Parallèlement, quelques enseignantes et enseignants très influents ont élaboré, indépendamment de l’éducation à distance, des pratiques exemplaires pour l’apprentissage en ligne ou assisté par ordinateur. Parmi ceux-ci, notons Roxanne Hiltz et Murray Turoff (1978) qui, dès la fin des années 1970, menaient des expériences sur l’apprentissage mixte et en ligne au New Jersey Institute of Technology, et Linda Harasim (2017) à la Simon Fraser University, qui ont tous œuvré dans le domaine en particulier sur l’apprentissage collaboratif en ligne et la construction de connaissances en milieu universitaire et scolaire.
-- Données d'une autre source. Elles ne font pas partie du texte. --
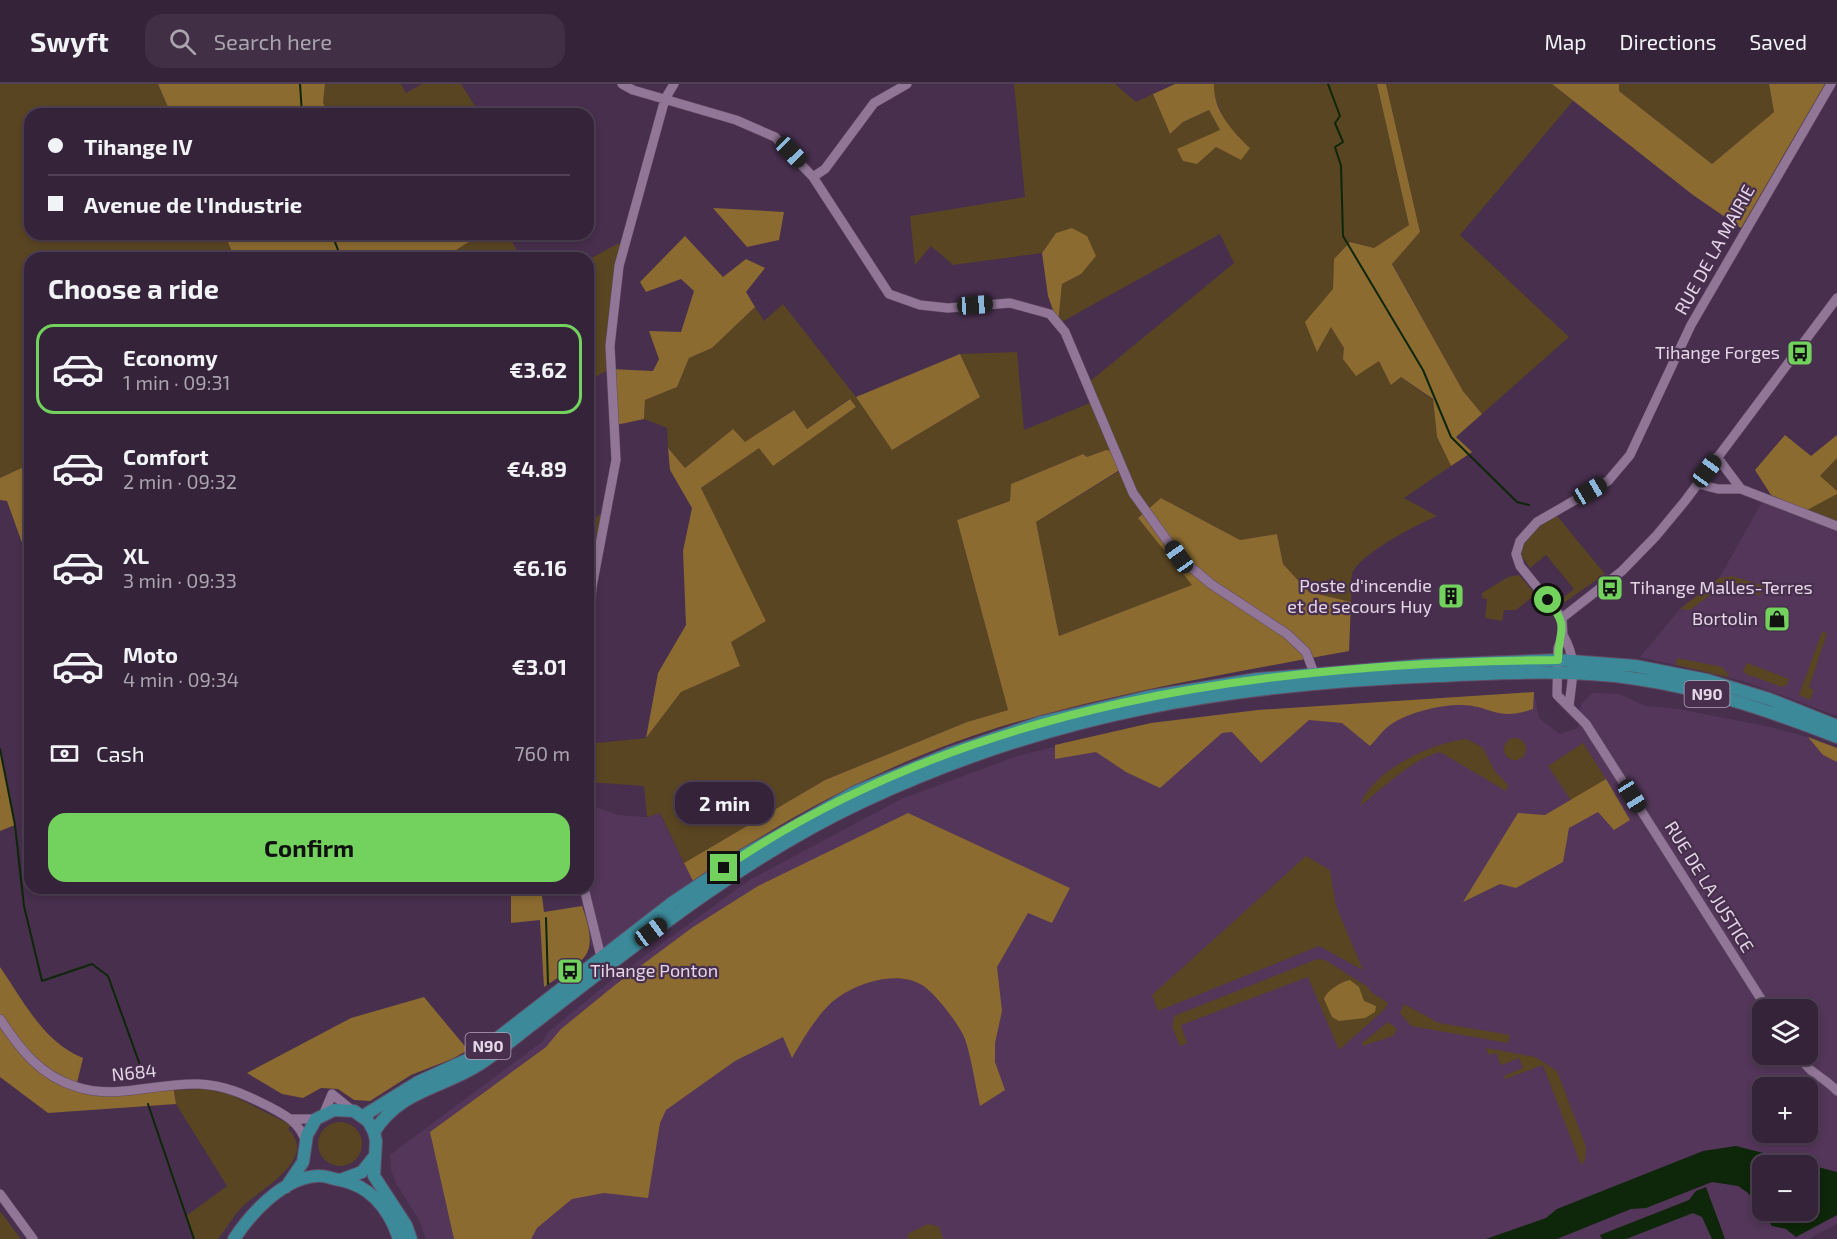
<!DOCTYPE html>
<meta charset="utf-8">
<style>
:root{--surface:#35233a;--page:#402f45;--text:#f1f3f6;--muted:#aaa4af;--line:#4f4054;--accent:#72d25d}
body{margin:0;font-family:"Exo 2",sans-serif;background:var(--page);color:var(--text);height:100vh;display:flex;flex-direction:column;font-size:22px;white-space:nowrap}
*{box-sizing:border-box;margin:0}
p{font-size:20px;color:var(--muted)}
.icon{flex:none;width:33px;height:33px;fill:none;stroke:currentColor;stroke-width:2;stroke-linecap:round;stroke-linejoin:round}
.map{position:relative;flex:1;overflow:hidden}
.panel{position:absolute;left:24px;top:168px;width:570px;height:642px;display:flex;flex-direction:column;background:var(--surface);border-radius:18px;box-shadow:0 3px 9px #0003,0 0 0 2px var(--line)}
.panel>*{flex:none}
.guide{position:absolute;left:24px;top:24px;width:570px;height:132px;border-radius:18px;box-shadow:0 3px 9px #0003,0 0 0 2px var(--line);display:grid;align-content:center;height:132px;padding:0 24px;background:var(--surface)}
.controls{position:absolute;left:1752px;top:915px;display:grid;gap:12px}
.controls a{display:grid;place-items:center;width:66px;height:66px;border-radius:12px;background:var(--surface);box-shadow:0 3px 9px #0003,0 0 0 2px var(--line);font-size:30px}
.end{position:absolute;width:27px;height:27px;margin:-14px;border:8px solid #72d25d;background:#111;box-shadow:0 0 0 3px #111}
.from{border-radius:50%}
.bubble{position:absolute;height:42px;border-radius:18px;background:var(--surface);box-shadow:0 3px 9px #0003,0 0 0 2px var(--line);font-size:20px;font-weight:700;line-height:42px;text-align:center}
.car{position:absolute;width:18px;height:36px;margin:-18px -9px;border-radius:8px;box-shadow:0 0 4px 2px #0007;background:linear-gradient(#222 24%,#8ab4d8 0 40%,#222 0 76%,#8ab4d8 0 86%,#222 0)}
.guide b{display:flex;align-items:center;gap:21px;height:57px;font-size:22px}
.guide b+b{border-top:2px solid var(--line)}
.guide i{width:15px;height:15px;background:var(--text)}
ul{padding:0;list-style:none}
li{display:flex;align-items:center;gap:18px;height:90px;margin:0 12px 9px;padding:0 12px;border:3px solid transparent;border-radius:18px}
li div{flex:1}
li b{display:block;font-size:22px}
li em{font-style:normal;font-weight:700}
li.active{border-color:var(--accent)}
li>.icon{width:54px;height:54px;stroke-width:1.5}
h2{padding:0 24px;font-size:27px;line-height:72px}
.pay{display:flex;align-items:center;gap:15px;height:66px;padding:0 24px;font-size:22px}
.pay p{margin-inline-start:auto}
.cta{display:flex;gap:12px;margin-top:auto;padding:12px 24px}
.cta a{flex:1;height:69px;border-radius:18px;background:var(--accent);color:#111;font-size:24px;font-weight:700;line-height:69px;text-align:center}
header{display:flex;align-items:center;gap:36px;box-sizing:border-box;height:84px;padding:0 30px;background:var(--surface);border-bottom:2px solid var(--line)}
header strong{font-size:28px}
nav{display:flex;gap:33px;margin-inline-start:auto;font-size:21px}
.search{width:420px;height:54px;background:var(--page);display:flex;align-items:center;gap:15px;box-sizing:border-box;padding:0 21px;border-radius:18px;color:var(--muted);font-size:22px}
.map>svg:first-child{display:block}
</style>
<header>
<strong>Swyft</strong>
<div class="search"><svg class="icon" aria-label="search" viewBox="0 0 24 24"><circle cx="10" cy="10" r="6"/><path d="M15 15l6 6"/></svg>Search here</div>
<nav><a>Map</a><a>Directions</a><a>Saved</a></nav>
</header>
<div class="map">
<svg width="1837" height="1155" viewBox="0 0 1837 1155">
<rect width="100%" height="100%" fill="#472f4d"/>
<path fill="#533659" fill-rule="evenodd" d="M1762 418 1837 447V632L1743 597 1640 573 1680 525 1719 494Z
M1534 608 1539 634 1560 650 1578 644 1581 620 1592 609 1619 610 1646 622 1678 625 1771 643 1808 653 1823 671 1837 678V1140L1809 1155H426L419 1136 397 1101 391 1087 390 1071 543 957 547 949 613 895 751 795 901 715 1017 672 1151 639 1258 626ZM1762 926H1808V970H1762ZM1762 1004H1808V1048H1762ZM1762 1082H1808V1126H1762Z
M588 720 618 731 647 733 659 728 693 797 601 865 591 862V845L582 822 581 804H588Z"/>
<path fill="#594522" d="M0 0H158L171 30H30V150H224L235 174H30V380L0 394Z
M325 0H401L406 9 422 0H461L480 30H329L323 19Z
M1014 0H1115L1136 18 1153 10 1170 50 1183 38 1209 26 1220 46 1216 63 1241 76 1214 11V0H1377L1409 141 1374 164 1350 158 1334 175 1333 205 1317 267 1331 243 1344 264 1379 277 1392 300 1401 293 1433 316 1437 353 1451 382 1404 414 1437 432C1418 440 1359 470 1352 490 1350 498 1352 510 1351 518L1309 508 1283 480 1277 450 1240 456 1161 414 1138 434 1193 501 1059 552 1036 438 1123 385 1106 366 1087 373 1083 370 1011 400 1010 417 957 436 1008 626 967 638 825 696 684 779 660 729 647 733 644 702 588 698V660L646 654 681 608 740 582 730 558 766 537 700 405 759 363 773 382 856 323 849 315 807 345 793 326 745 359 733 345 685 384 668 364 667 344 644 335 645 316 677 303 689 274 712 264 755 223 764 237 783 220 856 313 892 366 980 313 960 270 1017 268 1024 346 1095 317 1088 299 1234 179 1220 150 1058 240 1062 200 1081 190 1056 149 1042 169 953 181 931 162 915 181 910 132 1025 113Z
M1386 0H1552L1573 17 1460 151 1569 253 1482 330 1463 307 1392 179 1420 148Z
M1619 0H1769L1774 28 1712 80 1619 7Z
M482 150H508L521 174H443Z
M625 159 610 285 588 297V176L617 160Z
M1837 374V437L1807 426 1820 392Z
M607 425 598 467 588 474V440Z
M1557 432 1605 490 1562 520 1558 518 1574 505 1546 471 1530 484 1521 471C1524 451 1541 441 1557 432Z
M1519 491 1542 518 1539 521 1532 513 1516 526H1504L1502 537 1485 534 1487 515 1482 514V509L1508 493Z
M1732 492 1764 502 1760 512 1726 499 1690 526 1680 525 1719 494Z
M1822 548 1827 549 1809 604 1814 606 1810 616 1799 611Z
M1677 574 1722 583 1729 591 1728 593 1676 581Z
M1747 579 1789 595 1787 601 1782 603 1746 590 1743 587Z
M1504 665a11 11 0 1 1 22 0a11 11 0 1 1-22 0Z
M1467 655 1483 664 1494 686 1508 701 1506 707 1440 668C1409 677 1385 703 1360 722 1371 687 1432 658 1467 655Z
M1583 659 1606 695 1572 718 1548 682Z
M1306 772 1330 786 1336 822 1363 886 1319 862 1158 927 1152 911Z
M1317 875 1325 876 1368 903 1371 908 1388 919 1385 925 1339 966 1308 893 1181 941 1187 959 1180 962 1172 943 1174 932Z
M1404 920 1439 939 1510 951 1508 959 1411 942 1400 929Z
M1388 938 1397 945 1393 952 1362 962V959Z
M1486 964 1535 973 1557 987 1586 1063 1585 1076 1581 1081 1543 981 1505 995 1504 992 1523 984 1519 974 1501 981 1496 969 1489 971Z
M206 1005 230 1010 291 1041 288 1045C320 1076 258 1106 240 1125 232 1134 226 1145 218 1155H194L186 1132 227 1102 176 1020 174 1006Z
M318 1060a22 22 0 1 1 44 0a22 22 0 1 1-44 0Z
M0 1127 21 1155H0Z
M928 1140 939 1143 943 1155H907L909 1149Z"/>
<path fill="#8b6b30" d="M158 0H325L323 19 329 30H171Z
M1175 0H1214C1213 26 1232 47 1250 64L1241 76 1216 63 1197 80 1183 77 1177 65 1220 46 1209 26 1183 38 1170 50 1153 10Z
M1377 0H1386L1420 148 1392 180 1463 307 1482 330 1456 353 1472 368 1451 382 1437 353 1433 315 1401 293 1391 301 1379 277 1356 292 1343 275 1344 264 1331 243 1317 268 1305 238 1333 205 1334 175 1350 158 1374 164 1409 141Z
M1552 0H1619V7L1712 80 1774 28 1769 0H1825L1741 144 1693 111Z
M713 124 784 128 779 156 747 163Z
M1072 144 1087 152 1096 172 1081 190 1062 200 1058 240 1048 212 1042 169 1056 149Z
M224 150H482L443 174H235Z
M685 152 723 193 746 175 765 184 746 208 755 223 712 264 689 274 677 303 645 316 644 335 616 341 610 285 653 287 659 275 649 247 681 248 694 207 681 195 646 208 640 198Z
M960 270 980 313 892 366 856 313Z
M850 315 856 323 773 382 759 364 701 404 766 537 731 558 740 582 681 608 646 654 658 589 686 541 683 467 692 424 670 386 668 364 685 384 733 345 745 358 794 326 807 345Z
M1785 351 1811 372 1837 351V374L1820 392 1837 407V410L1807 426 1771 411 1755 386Z
M1106 366 1116 368 1123 384 1036 438 1059 552 1192 501 1138 434 1161 414 1240 456 1277 450 1283 480 1309 508 1351 518 1349 567C1237 588 1123 607 1013 639 898 673 791 729 693 797L684 779 825 696 967 638 1008 626 957 436 1010 417 1011 400 1083 370 1087 373Z
M30 380V481L7 417 0 416V394Z
M1534 608 1533 625C1494 638 1492 621 1460 621 1439 621 1411 628 1393 639 1384 644 1377 655 1370 662L1342 639 1309 636 1261 679 1232 648 1222 649 1160 704 1126 688 1096 668 1055 675V661L1151 639 1258 626Z
M1808 653 1837 664V678L1823 671Z
M0 665 15 741 0 747Z
M1606 695 1630 736 1614 746 1598 728 1569 744 1563 778 1516 804 1500 800 1463 818 1518 729 1545 731Z
M908 729 1070 804 1052 839 1028 829 997 883 1002 927 995 959V978L1005 1006 980 1022C975 1000 972 976 965 955 959 940 935 909 922 901 896 885 853 900 832 918 815 934 803 955 792 974L783 953 735 977 666 1026 660 1039 648 1114 604 1109 572 1115 537 1144 531 1155H454L430 1048 546 963 561 945 615 901 693 843 758 802Z
M511 804H541L544 828 582 822C601 875 584 875 544 903L540 836 511 839Z
M0 883C23 916 43 958 83 974L76 1003 99 1008 173 1001 176 1020 48 1029 0 993Z
M1350 896 1359 903 1364 917 1376 922 1375 928 1365 934 1339 937 1332 933 1324 915C1327 906 1341 898 1350 896Z
M424 913 468 966 452 975 411 991 370 1017 354 1016 338 1005 321 1004 303 1014 282 1010 247 989 351 934Z"/>
<path fill="#0e2609" fill-rule="evenodd" d="M1736 1062 1837 1088V1131L1796 1153 1786 1145 1772 1142 1748 1109 1738 1102 1712 1098 1646 1124 1631 1125 1557 1155H1486L1546 1134 1557 1125 1703 1067ZM1762 1082H1808V1126H1762Z
M1706 1103 1725 1155H1712L1702 1133 1693 1129 1626 1155H1602L1600 1151 1689 1116 1696 1107Z"/>
<g fill="none" stroke-linecap="round" stroke-linejoin="round">
<path stroke="#0e2609" stroke-width="2" d="M300 0 302 30
M1328 0 1340 32 1335 39 1343 58 1335 63 1341 82 1343 152 1423 286 1451 353 1517 418 1529 421
M332 150 341 174
M0 665 15 741 24 822 42 897 92 880 108 892 140 981
M546 834 548 900
M148 1020 194 1155"/>
<defs>
<path id="minor" d="M622 0 633 6 736 36 775 53 813 93 889 210 920 221 948 224 1010 219 1050 230 1065 248 1133 409 1179 473 1211 500 1287 550 1306 568 1314 589
M813 93 825 85 874 19 907 0
M1717 373 1741 405
M1698 400 1718 405H1741L1837 442
M1562 534 1520 482 1516 470 1520 457 1537 438 1608 397 1630 371 1691 241 1831 0
M1563 551C1578 576 1572 594 1569 622
M588 562 592 503 616 376 610 262 619 182 665 15 674 0
M584 804 602 877
M1768 926 1586 640 1557 611 1558 564 1563 551 1562 534 1622 487 1656 452 1685 417 1837 214
M0 935C20 965 40 992 77 1003 118 1016 158 998 199 1000 225 1001 246 1011 268 1022 287 1032 299 1038 306 1058
M1798 970C1811 992 1821 990 1837 1007
M324 1029 332 1010 353 1027
M293 1035H316
M0 1110 33 1155"/>
<path id="major" d="M363 1032 418 998 473 973 673 818 742 772 855 708 948 670 1042 638 1147 613 1257 595 1425 581 1558 576 1636 582 1707 596 1769 615 1837 642
M374 1048C400 1006 441 1005 480 980 500 967 518 951 537 937 641 856 743 774 862 718 1051 629 1231 600 1437 592 1504 589 1571 585 1637 595 1706 605 1773 628 1837 653
M343 1095 362 1088 373 1074
M286 1103 303 1078 307 1051 316 1035 334 1026 354 1027 368 1037 374 1048 376 1057 374 1092 406 1141 411 1155
M234 1155C251 1129 283 1094 317 1092 325 1091 332 1095 340 1096 371 1102 389 1125 399 1155"/>
</defs>
<use href="#minor" stroke="#614c65" stroke-width="10"/>
<use href="#major" stroke="#614c65" stroke-width="14"/>
<use href="#minor" stroke="#917697" stroke-width="9"/>
<use href="#major" stroke="#3b8999" stroke-width="12"/>
</g>
<g fill="none" stroke-linecap="round" stroke-linejoin="round">
<path stroke="#72d25d" stroke-width="8" d="M724 784C968 618 1269 578 1558 576 1558 544 1571 546 1548 516"/>
</g>
<defs>
<symbol id="bus-square" viewBox="-11 -11 22 22"><rect x="-9" y="-9" width="18" height="18" rx="4" fill="#72d25d" stroke="#472f4d"/><path d="M-5-6H5V4H4V6H2V4H-2V6H-4V4H-5ZM-3.5-4V0h7V-4ZM-3.5 1.2v1.5H-2V1.2ZM2 1.2v1.5H3.5V1.2Z" fill="#111"/></symbol>
<symbol id="building-square" viewBox="-11 -11 22 22"><rect x="-9" y="-9" width="18" height="18" rx="4" fill="#72d25d" stroke="#472f4d"/><path d="M-4-6H4V6H1V3H-1V6H-4ZM-2.5-4.3h1.7v1.8h-1.7ZM.8-4.3h1.7v1.8H.8ZM-2.5-1h1.7V.8h-1.7ZM.8-1h1.7V.8H.8Z" fill="#111"/></symbol>
<symbol id="shop-square" viewBox="-11 -11 22 22"><rect x="-9" y="-9" width="18" height="18" rx="4" fill="#72d25d" stroke="#472f4d"/><path d="M-5-2.5h2.3a2.7 3.5 0 0 1 5.4 0H5L5.5 6h-11ZM-1.5-2.5h3a1.5 2.3 0 0 0-3 0Z" fill="#111"/></symbol>
</defs>
<g fill-rule="evenodd">
<use href="#bus-square" x="1785" y="254" width="30" height="30"/>
<use href="#bus-square" x="1595" y="489" width="30" height="30"/>
<use href="#building-square" x="1436" y="497" width="30" height="30"/>
<use href="#shop-square" x="1762" y="520" width="30" height="30"/>
<use href="#bus-square" x="555" y="872" width="30" height="30"/>
</g>
<g text-anchor="middle" stroke-width="4.5" stroke-linejoin="round" paint-order="stroke">
<g fill="#472f4d" stroke="#b6a4ba" stroke-width="1.5">
<rect x="1684.5" y="597" width="45" height="26" rx="4.5"/>
<rect x="465.5" y="949" width="45" height="26" rx="4.5"/>
</g>
<g font-size="16" font-weight="bold" fill="#e5d6e8">
<text x="1707" y="616">N90</text>
<text x="488" y="968">N90</text>
</g>
<g font-size="18" fill="#e5d6e8" stroke="#472f4d">
<text transform="translate(1715 166) rotate(-61)" y="6">RUE DE LA MAIRIE</text>
<text transform="translate(1709 803) rotate(58)" y="6">RUE DE LA JUSTICE</text>
<text transform="translate(134 989) rotate(-6)" y="6">N684</text>
</g>
<g font-size="18" fill="#e5d6e8" stroke="#472f4d" text-anchor="end">
<text x="1780" y="275">Tihange Forges</text>
<text x="1432" y="508">Poste d'incendie<tspan x="1432" dy="21">et de secours Huy</tspan></text>
<text x="1630" y="510" text-anchor="start">Tihange Malles-Terres</text>
<text x="1758" y="541">Bortolin</text>
<text x="590" y="893" text-anchor="start">Tihange Ponton</text>
</g>
</g>
</svg>
<div class="controls">
<a><svg class="icon" aria-label="layers" viewBox="0 0 24 24"><path d="M12 4l9 5-9 5-9-5zM3 14l9 5 9-5"/></svg></a>
<a>+</a>
<a>−</a>
</div>
<i class="end from" style="left:1548px;top:516px"></i>
<i class="end" style="left:724px;top:784px"></i>
<div class="bubble" style="left:675px;top:698px;width:99px">2 min</div>
<i class="car" style="left:791px;top:68px;rotate:136deg"></i>
<i class="car" style="left:975px;top:221px;rotate:86deg"></i>
<i class="car" style="left:1707px;top:387px;rotate:36deg"></i>
<i class="car" style="left:1590px;top:407px;rotate:60deg"></i>
<i class="car" style="left:1179px;top:473px;rotate:325deg"></i>
<i class="car" style="left:1632px;top:712px;rotate:148deg"></i>
<i class="car" style="left:651px;top:848px;rotate:54deg"></i>
<div class="guide">
<b><i class="from"></i>Tihange IV</b>
<b><i></i>Avenue de l'Industrie</b>
</div>
<section class="panel">
<h2>Choose a ride</h2>
<ul>
<li class="active"><svg class="icon" aria-label="car" viewBox="0 0 24 24"><path d="M5 17H2v-5l4-1 3-4h7l3 4 3 1v5h-3M9 17h6M6 11h13"/><circle cx="7" cy="17" r="2"/><circle cx="17" cy="17" r="2"/></svg><div><b>Economy</b><p>1 min · 09:31</p></div><em>€3.62</em></li>
<li><svg class="icon" aria-label="car" viewBox="0 0 24 24"><path d="M5 17H2v-5l4-1 3-4h7l3 4 3 1v5h-3M9 17h6M6 11h13"/><circle cx="7" cy="17" r="2"/><circle cx="17" cy="17" r="2"/></svg><div><b>Comfort</b><p>2 min · 09:32</p></div><em>€4.89</em></li>
<li><svg class="icon" aria-label="car" viewBox="0 0 24 24"><path d="M5 17H2v-5l4-1 3-4h7l3 4 3 1v5h-3M9 17h6M6 11h13"/><circle cx="7" cy="17" r="2"/><circle cx="17" cy="17" r="2"/></svg><div><b>XL</b><p>3 min · 09:33</p></div><em>€6.16</em></li>
<li><svg class="icon" aria-label="car" viewBox="0 0 24 24"><path d="M5 17H2v-5l4-1 3-4h7l3 4 3 1v5h-3M9 17h6M6 11h13"/><circle cx="7" cy="17" r="2"/><circle cx="17" cy="17" r="2"/></svg><div><b>Moto</b><p>4 min · 09:34</p></div><em>€3.01</em></li>
</ul>
<div class="pay"><svg class="icon" aria-label="cash" viewBox="0 0 24 24"><path d="M3 7h18v10H3z"/><circle cx="12" cy="12" r="2"/></svg>Cash<p>760 m</p></div>
<div class="cta"><a>Confirm</a></div>
</section>
</div>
Il semble toutefois qu’une bonne partie du personnel enseignant dans les écoles, les collèges et les universités, nouvellement arrivé à l’apprentissage en ligne n’a toujours pas adopté ces pratiques exemplaires, se contentant d’appliquer les techniques des cours magistraux en classe à l’apprentissage en ligne et mixte, souvent avec des résultats mitigés, voire désastreux. Ceci est aussi devenu visible pendant la pandémie de COVID-19 (voir, p. ex., Fayed et Cummings, 2021, et Barbour et. autres, 2021, p. 12-17).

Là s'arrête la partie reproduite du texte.